### REQUIREMENT
Print the entries exactly as they appear, and omit any images.

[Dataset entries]
+===+

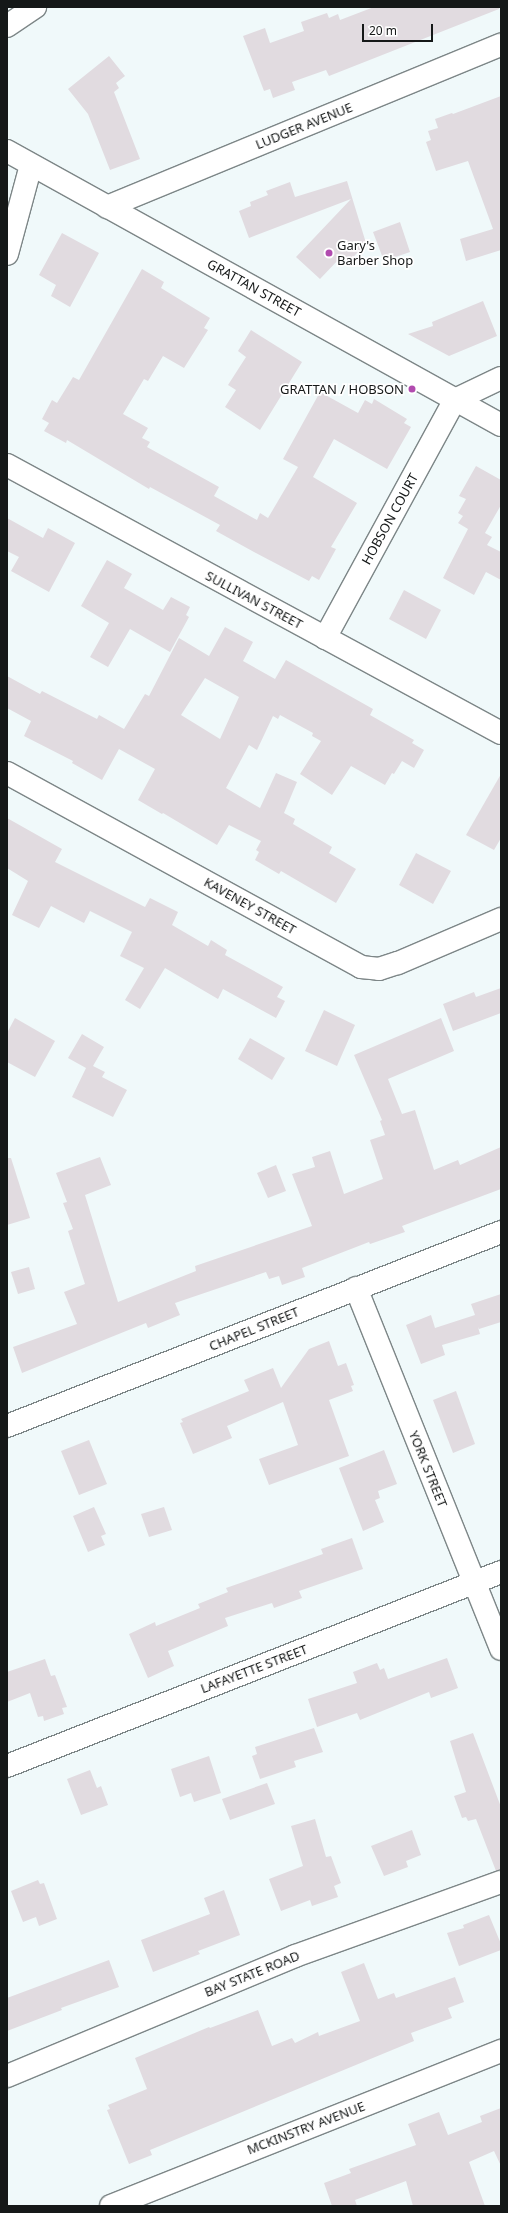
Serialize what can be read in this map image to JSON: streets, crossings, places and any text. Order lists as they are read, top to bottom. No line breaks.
{"streets":{"main road":["LUDGER AVENUE","GRATTAN STREET","HOBSON COURT","SULLIVAN STREET","KAVENEY STREET","CHAPEL STREET","YORK STREET","LAFAYETTE STREET","BAY STATE ROAD","MCKINSTRY AVENUE"]},"crossings":[["LUDGER AVENUE","GRATTAN STREET"],["GRATTAN STREET","HOBSON COURT"],["HOBSON COURT","SULLIVAN STREET"],["CHAPEL STREET","YORK STREET"],["YORK STREET","LAFAYETTE STREET"]],"places":["Gary's Barber Shop","GRATTAN / HOBSON"],"scale_bar":"20 m"}
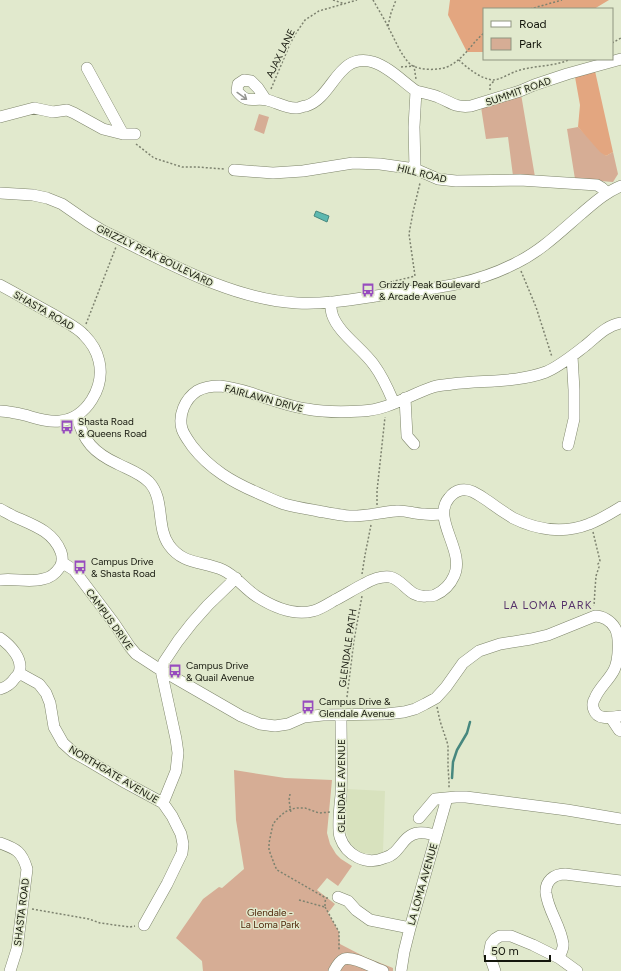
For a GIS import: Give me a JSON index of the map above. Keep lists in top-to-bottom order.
{
  "streets": {
    "street": [
      "SUMMIT ROAD",
      "HILL ROAD",
      "GRIZZLY PEAK BOULEVARD",
      "SHASTA ROAD",
      "FAIRLAWN DRIVE",
      "CAMPUS DRIVE",
      "NORTHGATE AVENUE",
      "GLENDALE AVENUE",
      "LA LOMA AVENUE"
    ],
    "path": ["AJAX LANE", "GLENDALE PATH"]
  },
  "crossings": [
    ["HILL ROAD", "GRIZZLY PEAK BOULEVARD"],
    ["CAMPUS DRIVE", "GLENDALE PATH"],
    ["CAMPUS DRIVE", "GLENDALE AVENUE"],
    ["GLENDALE PATH", "GLENDALE AVENUE"],
    ["GLENDALE AVENUE", "LA LOMA AVENUE"]
  ],
  "districts": ["LA LOMA PARK"],
  "parks": ["Glendale - La Loma Park"],
  "places": {
    "bus stop": [
      "Grizzly Peak Boulevard & Arcade Avenue",
      "Shasta Road & Queens Road",
      "Campus Drive & Shasta Road",
      "Campus Drive & Quail Avenue",
      "Campus Drive & Glendale Avenue"
    ]
  },
  "legend": ["Road", "Park"],
  "scale_bar": "50 m"
}
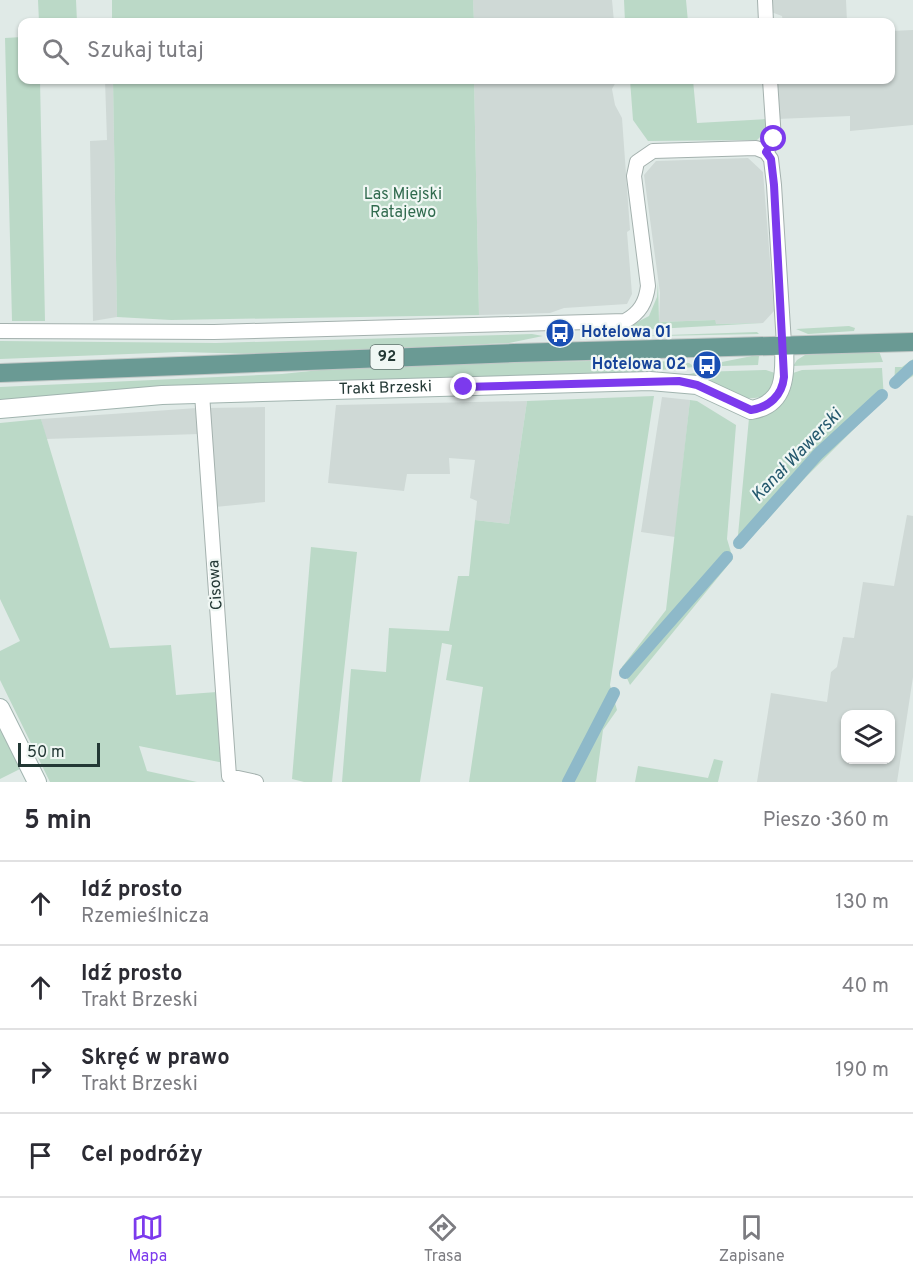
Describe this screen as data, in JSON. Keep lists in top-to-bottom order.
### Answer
{
  "streets": {
    "main road": ["92", "Trakt Brzeski"],
    "street": ["Cisowa"]
  },
  "crossings": [
    ["Trakt Brzeski", "Cisowa"]
  ],
  "water": ["Kanał Wawerski"],
  "parks": ["Las Miejski Ratajewo"],
  "places": {
    "bus stop": ["Hotelowa 01", "Hotelowa 02"]
  },
  "scale_bar": "50 m",
  "page": {
    "search": "Szukaj tutaj",
    "scale": "50 m",
    "heading": ["5 min", "Pieszo · 360 m"],
    "list": [
      ["Idź prosto", "Rzemieślnicza", "130 m"],
      ["Idź prosto", "Trakt Brzeski", "40 m"],
      ["Skręć w prawo", "Trakt Brzeski", "190 m"],
      "Cel podróży"
    ],
    "nav": ["Mapa", "Trasa", "Zapisane"]
  }
}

+===+

### YOUR RESPONSE
Serialize what can be read in this map image to JSON: streets, crossings, places and any text. Order lists as they are read, top to bottom. No line breaks.
{"streets":{"main road":["LUDGER AVENUE","GRATTAN STREET","HOBSON COURT","SULLIVAN STREET","KAVENEY STREET","CHAPEL STREET","YORK STREET","LAFAYETTE STREET","BAY STATE ROAD","MCKINSTRY AVENUE"]},"crossings":[["LUDGER AVENUE","GRATTAN STREET"],["GRATTAN STREET","HOBSON COURT"],["HOBSON COURT","SULLIVAN STREET"],["CHAPEL STREET","YORK STREET"],["YORK STREET","LAFAYETTE STREET"]],"places":["Gary's Barber Shop","GRATTAN / HOBSON"],"scale_bar":"20 m"}
For a GIS import: Give me a JSON index of the map above. Keep lists in top-to-bottom order.
{
  "streets": {
    "street": [
      "SUMMIT ROAD",
      "HILL ROAD",
      "GRIZZLY PEAK BOULEVARD",
      "SHASTA ROAD",
      "FAIRLAWN DRIVE",
      "CAMPUS DRIVE",
      "NORTHGATE AVENUE",
      "GLENDALE AVENUE",
      "LA LOMA AVENUE"
    ],
    "path": ["AJAX LANE", "GLENDALE PATH"]
  },
  "crossings": [
    ["HILL ROAD", "GRIZZLY PEAK BOULEVARD"],
    ["CAMPUS DRIVE", "GLENDALE PATH"],
    ["CAMPUS DRIVE", "GLENDALE AVENUE"],
    ["GLENDALE PATH", "GLENDALE AVENUE"],
    ["GLENDALE AVENUE", "LA LOMA AVENUE"]
  ],
  "districts": ["LA LOMA PARK"],
  "parks": ["Glendale - La Loma Park"],
  "places": {
    "bus stop": [
      "Grizzly Peak Boulevard & Arcade Avenue",
      "Shasta Road & Queens Road",
      "Campus Drive & Shasta Road",
      "Campus Drive & Quail Avenue",
      "Campus Drive & Glendale Avenue"
    ]
  },
  "legend": ["Road", "Park"],
  "scale_bar": "50 m"
}
Describe this screen as data, in JSON. Keep lists in top-to-bottom order.
### Answer
{
  "streets": {
    "main road": ["92", "Trakt Brzeski"],
    "street": ["Cisowa"]
  },
  "crossings": [
    ["Trakt Brzeski", "Cisowa"]
  ],
  "water": ["Kanał Wawerski"],
  "parks": ["Las Miejski Ratajewo"],
  "places": {
    "bus stop": ["Hotelowa 01", "Hotelowa 02"]
  },
  "scale_bar": "50 m",
  "page": {
    "search": "Szukaj tutaj",
    "scale": "50 m",
    "heading": ["5 min", "Pieszo · 360 m"],
    "list": [
      ["Idź prosto", "Rzemieślnicza", "130 m"],
      ["Idź prosto", "Trakt Brzeski", "40 m"],
      ["Skręć w prawo", "Trakt Brzeski", "190 m"],
      "Cel podróży"
    ],
    "nav": ["Mapa", "Trasa", "Zapisane"]
  }
}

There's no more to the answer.